WfH vs RtO? WfHF-WfA! (*)
Most recently, we all -companies and employees- got a taste of what remote feels like during the global pandemic. And while -yes- there were some hiccups, and some processes are not (yet) optimized for remote participation, the world kept spinning and (most) companies kept making money. And many employees learned to enjoy the better life-work balance that usually comes with working from home.
Sure, there is still a lot to improve, particularly around keeping career development opportunities remote-friendly, managing mental health and feelings of isolation, and making hybrid workplaces more inclusive. And there are still jobs that require a degree of physical presence. But more and more jobs are being done from home, there’s really no turning back.

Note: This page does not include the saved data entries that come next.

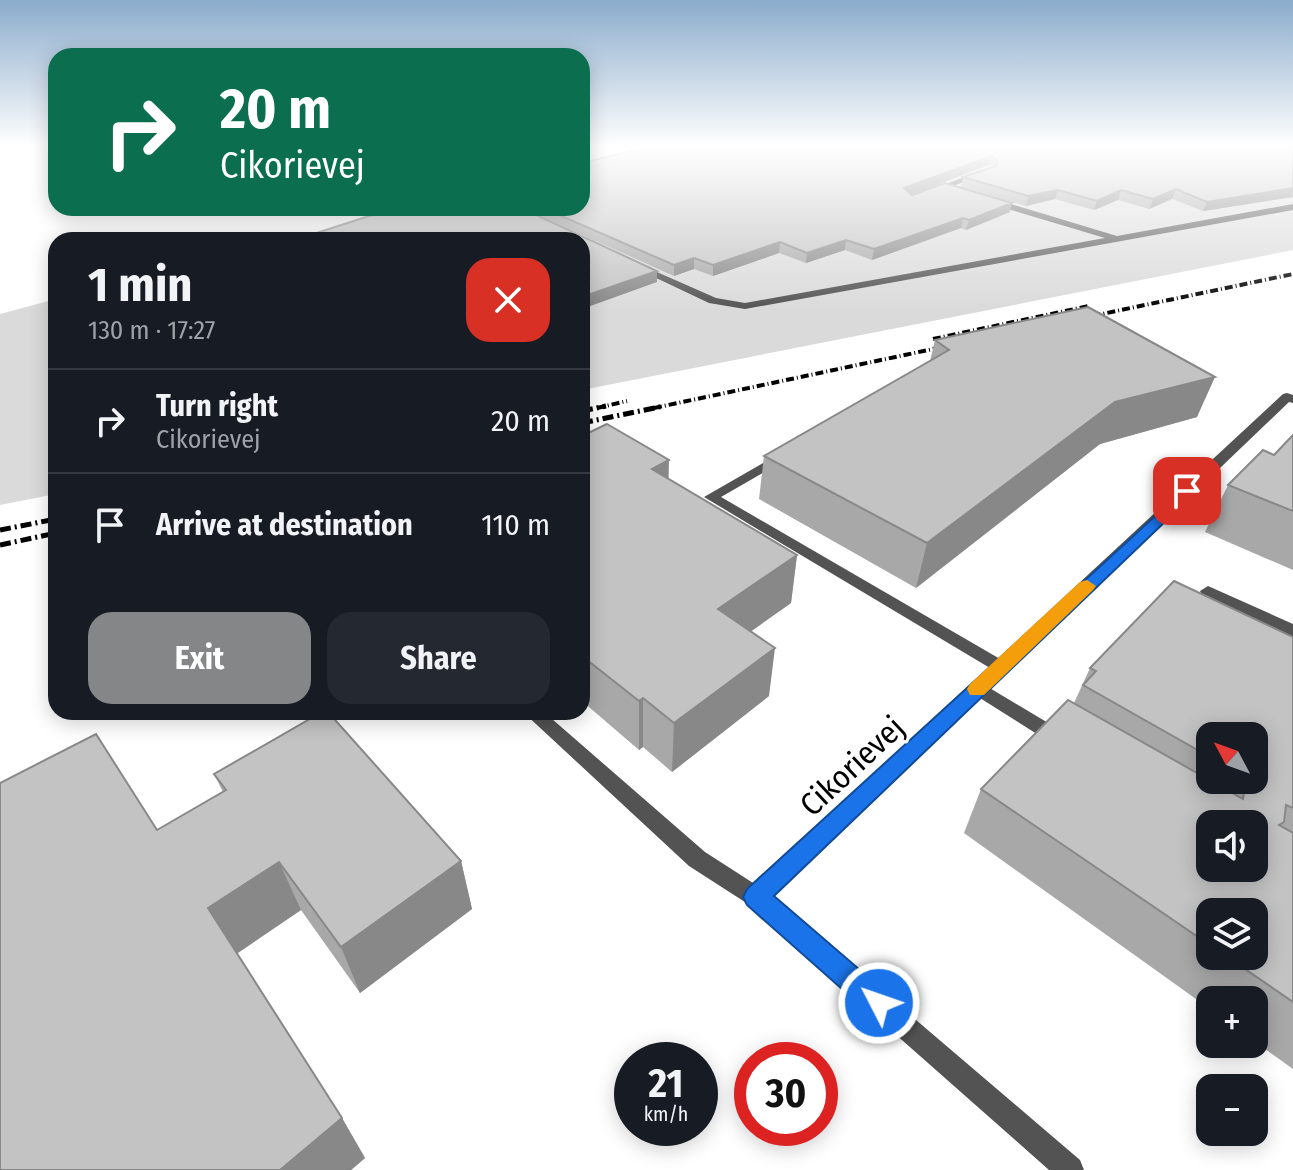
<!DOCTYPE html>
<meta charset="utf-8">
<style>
body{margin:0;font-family:"Fira Sans Condensed",sans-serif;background:#242831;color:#f1f3f6;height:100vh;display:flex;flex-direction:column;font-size:30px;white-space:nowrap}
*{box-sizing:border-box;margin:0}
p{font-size:26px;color:#9ea1a6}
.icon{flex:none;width:44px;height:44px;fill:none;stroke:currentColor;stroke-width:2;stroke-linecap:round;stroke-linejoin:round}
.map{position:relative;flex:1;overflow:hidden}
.side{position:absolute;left:48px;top:232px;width:542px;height:488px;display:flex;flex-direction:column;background:#171b24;border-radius:24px;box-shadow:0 4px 20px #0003}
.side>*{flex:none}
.top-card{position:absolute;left:48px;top:48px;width:542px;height:168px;border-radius:24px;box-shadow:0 4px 20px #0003;background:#0b6e4f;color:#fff;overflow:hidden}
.needle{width:52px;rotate:311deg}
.fabs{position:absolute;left:1196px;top:722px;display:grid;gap:16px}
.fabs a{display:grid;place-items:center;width:72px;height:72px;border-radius:16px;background:#171b24;box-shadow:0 4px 20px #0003;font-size:40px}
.speed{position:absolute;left:614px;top:1042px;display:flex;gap:16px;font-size:40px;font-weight:700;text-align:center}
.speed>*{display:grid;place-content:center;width:104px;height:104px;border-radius:50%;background:#171b24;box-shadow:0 4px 20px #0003;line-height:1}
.speed small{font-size:20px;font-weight:400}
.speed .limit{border:12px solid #d22;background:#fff;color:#111}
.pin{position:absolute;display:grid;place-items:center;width:68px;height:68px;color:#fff;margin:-34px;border-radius:16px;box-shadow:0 4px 12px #0006}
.me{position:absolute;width:88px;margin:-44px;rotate:311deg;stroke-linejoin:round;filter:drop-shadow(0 0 6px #0008)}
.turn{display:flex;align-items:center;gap:28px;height:168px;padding:0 40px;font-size:36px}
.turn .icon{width:104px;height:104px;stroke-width:2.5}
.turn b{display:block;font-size:56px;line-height:68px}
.round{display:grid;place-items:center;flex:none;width:84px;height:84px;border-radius:24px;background:#242831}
.head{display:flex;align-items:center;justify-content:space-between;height:136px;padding:0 40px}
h1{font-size:48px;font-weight:700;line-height:60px}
.button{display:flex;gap:16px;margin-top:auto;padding:16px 40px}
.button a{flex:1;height:92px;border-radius:24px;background:#858687;color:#fff;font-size:32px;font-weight:700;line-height:92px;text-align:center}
.button a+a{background:#242831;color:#f1f3f6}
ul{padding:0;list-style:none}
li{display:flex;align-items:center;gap:24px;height:104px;padding:0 40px;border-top:2px solid #363941}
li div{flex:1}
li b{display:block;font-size:30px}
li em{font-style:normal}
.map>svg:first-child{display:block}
.green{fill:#dadada}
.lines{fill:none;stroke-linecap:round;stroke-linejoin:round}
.lane{fill:#535353;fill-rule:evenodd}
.street{fill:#535353;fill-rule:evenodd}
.rail-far1{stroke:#000;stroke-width:4;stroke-dasharray:8 3 1 3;stroke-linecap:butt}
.rail{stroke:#000;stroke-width:5;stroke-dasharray:11 4 2 4;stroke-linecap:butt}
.wall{fill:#a8a8a8;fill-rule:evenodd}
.shaded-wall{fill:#888}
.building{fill:#c3c3c3;stroke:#888;stroke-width:2;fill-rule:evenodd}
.route{fill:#1a73e8;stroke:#114b97;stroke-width:2}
.slow{fill:#f59e0b}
.labels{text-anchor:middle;stroke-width:6;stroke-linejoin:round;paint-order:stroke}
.near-street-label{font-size:32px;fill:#000;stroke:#fff}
</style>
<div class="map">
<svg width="1293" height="1170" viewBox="0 0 1293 1170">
<rect width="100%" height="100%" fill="#fff"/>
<path class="green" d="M1293,147V250L582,390V240H306L426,208H582V166Z
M56,299V494L0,505V314Z"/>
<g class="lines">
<path class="lane" d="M980,171L987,173L932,194L925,192Z
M991,198L1117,236L1293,204V210L745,309L709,303L633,267L641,265L716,298L745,303L1105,238L988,203L987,201Z
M782,452L787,453V459L721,497L1007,663L1010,667L1007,671H995L704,497Z
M1208,586L1293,624V637L1202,595L1200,591Z
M978,681L1065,733L1068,738L1065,743L1058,745L1051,743L972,693L969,688L972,683Z
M523,712H544L705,852L764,890L767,897L764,904L756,907L748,904L689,866Z"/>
<path class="street" d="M1287,393L1293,395V403L1289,402L772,897L1080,1160L1084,1170H1049L748,904L745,897L748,890L1283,394Z"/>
<path class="rail-far1" d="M1078,319L1293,274
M933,339L1089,306
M597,408L627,401
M654,408L952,345"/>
<path class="rail" d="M582,411L606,406
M582,423L664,406
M0,530L56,519
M0,545L56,533"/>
</g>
<path class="wall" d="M1293,147V197L1203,211L1172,199L1149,209L1118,200L1094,210L1055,199L1026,206L961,187L963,177L992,167L989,165L911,194L1010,212L966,230L961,228L872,260L845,250L806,263L779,253L713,276L694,269L674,276L533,213L657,271V282L402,208H582V163Z
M935,340L1197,417L1100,444L916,588L759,499L764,456L930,361Z
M1293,435V570L1205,532L1228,485L1274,455Z
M582,436L668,479L797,555L791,603L751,631L769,696L672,772L643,747L639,750L582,701Z
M1293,637V1069L1254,1041V1000H1210V1009L964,833L981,789L1074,703L1090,668ZM1210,736L1254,780H1210ZM1210,912L1254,956H1210Z
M214,774L461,861L472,909L360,993L301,910L237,953L342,1118L365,1158L351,1170H0L223,792Z"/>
<path class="shaded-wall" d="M991,156L989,165L902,198L904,188Z
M1293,188V197L1203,211L1207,202Z
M1176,189L1172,199L1149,209L1153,199Z
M1058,190L1055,199L1026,206L1028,196Z
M1121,190L1118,200L1094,210L1097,201Z
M1012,203L1010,212L966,230L969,220Z
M525,208H533V213L523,209Z
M963,218L961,228L872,260L874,249Z
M846,240L845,250L806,263L807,253Z
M780,242L779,253L713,276V265Z
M694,258V269L674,276V265Z
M657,271V282L582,309V297Z
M1215,377L1197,417L1100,444L916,588L927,543L1115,402Z
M669,460L668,505L652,469Z
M797,555L791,603L715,657L718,609Z
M775,648L769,696L672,772L674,723Z
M643,698V747L639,750V701Z
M461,861L472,909L360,993L341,947Z
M279,862L301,910L235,955L208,908Z
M342,1118L365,1158L351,1170H280Z"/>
<path class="building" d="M647,147H1293V188L1207,202L1176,189L1153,199L1121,190L1097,201L1058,190L1028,196L963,177L996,166L998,161L991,156L904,188L912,195L945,183L1012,203L969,220L963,218L874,249L846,240L807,253L780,242L713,265L694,258L674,265L543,208H582V163Z
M402,208H525L523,209L657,271L582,297V240H295L369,216Z
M1088,307L1215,377L1115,402L927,543L764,456L949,350L935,340Z
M607,424L669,460L652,469L797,555L718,609L775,648L674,723L643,698L639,701L582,656V436Z
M1293,435V511L1228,485L1263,450L1274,455Z
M1174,581L1293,637V808L1286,805L1284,822L1279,825L1293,833V1002L1226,956H1254V912H1210V945L981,789L1068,700L1243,799L1246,780H1254V736H1210V757L1083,685L1096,671L1090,668ZM1210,824H1254V868H1210Z
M322,712H328L461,861L341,947L279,862L208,908L342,1118L280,1170H0V783L96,734L157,830L226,790L214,774Z"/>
<linearGradient id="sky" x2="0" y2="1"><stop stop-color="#8baccc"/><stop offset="0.47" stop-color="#fff"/><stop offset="1" stop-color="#fff" stop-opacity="0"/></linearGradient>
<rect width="1293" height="311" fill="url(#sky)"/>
<path class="route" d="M1187,487L1195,491L1193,495L774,896L888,994L892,1003L888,1013L879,1017L869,1013L747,905L743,897L747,889Z"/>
<path class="slow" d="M1087,580L1096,586L1093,590L984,695H970L967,689L970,684L1080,582Z"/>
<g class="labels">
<g class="near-street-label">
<text transform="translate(852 766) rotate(-43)" y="11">Cikorievej</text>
</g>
</g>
</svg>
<div class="fabs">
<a><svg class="needle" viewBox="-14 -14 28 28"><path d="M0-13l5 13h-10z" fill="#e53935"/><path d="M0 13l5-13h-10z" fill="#9ea1a6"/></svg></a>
<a><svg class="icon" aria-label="sound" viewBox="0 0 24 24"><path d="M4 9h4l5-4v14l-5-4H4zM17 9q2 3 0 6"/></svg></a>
<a><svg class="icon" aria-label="layers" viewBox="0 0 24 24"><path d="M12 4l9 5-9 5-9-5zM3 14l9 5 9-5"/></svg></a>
<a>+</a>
<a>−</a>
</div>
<div class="speed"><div>21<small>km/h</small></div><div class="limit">30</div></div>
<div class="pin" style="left:1187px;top:491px;background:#d93025"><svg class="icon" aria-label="arrive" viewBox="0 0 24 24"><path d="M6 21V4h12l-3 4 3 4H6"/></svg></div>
<svg class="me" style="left:879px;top:1003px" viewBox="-20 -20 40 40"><circle r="17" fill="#1a73e8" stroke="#fff" stroke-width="3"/><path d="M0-11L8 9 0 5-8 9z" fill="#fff"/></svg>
<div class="top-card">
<div class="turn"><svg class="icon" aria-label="right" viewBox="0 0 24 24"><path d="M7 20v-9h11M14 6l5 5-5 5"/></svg><div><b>20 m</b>Cikorievej</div></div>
</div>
<section class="side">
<div class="head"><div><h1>1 min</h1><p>130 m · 17:27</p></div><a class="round" style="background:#d93025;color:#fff"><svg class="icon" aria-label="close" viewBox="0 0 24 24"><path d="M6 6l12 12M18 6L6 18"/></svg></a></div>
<ul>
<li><svg class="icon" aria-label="right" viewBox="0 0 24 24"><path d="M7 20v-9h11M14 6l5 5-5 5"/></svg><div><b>Turn right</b><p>Cikorievej</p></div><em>20 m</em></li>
<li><svg class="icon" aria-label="arrive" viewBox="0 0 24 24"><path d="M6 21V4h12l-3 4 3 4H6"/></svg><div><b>Arrive at destination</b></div><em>110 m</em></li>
</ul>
<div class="button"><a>Exit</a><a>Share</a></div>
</section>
</div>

A few years ago, in the bizarre old pre-pandemic world, I wrote an article about how autonomous cars could mean that the boundaries between home, means of transportation, and workspace could be blurred, resulting in disruptions in society, the markets, and the environment. I was exceedingly cautious, my friends. The best commute is no commute.
That is why when I read about companies -with mostly knowledge workers- debating whether to allow their employees to work from home more permanently, and questioning whether value can be created remotely, I tend to ponder the thought and effort those companies have put into making their culture remote-friendly. Is it because they have not yet figured out how to measure their productivity? Then THAT is the real problem they need to fix.
And if it’s because they don’t know what to do with their cool -empty- office space, there are some ideas already being implemented. Collaborative spaces are, above all, mind spaces. Employees CAN be productive remotely. You just need to create the proper conditions for it.
In the meantime, every time a company announces inflexible back-to-the-office policies and mandates, somewhere a recruiter hiring for remote positions smiles greedily ;).
(*) Work from Home, Return to Office, Work from Home Forever — Work from Anywhere.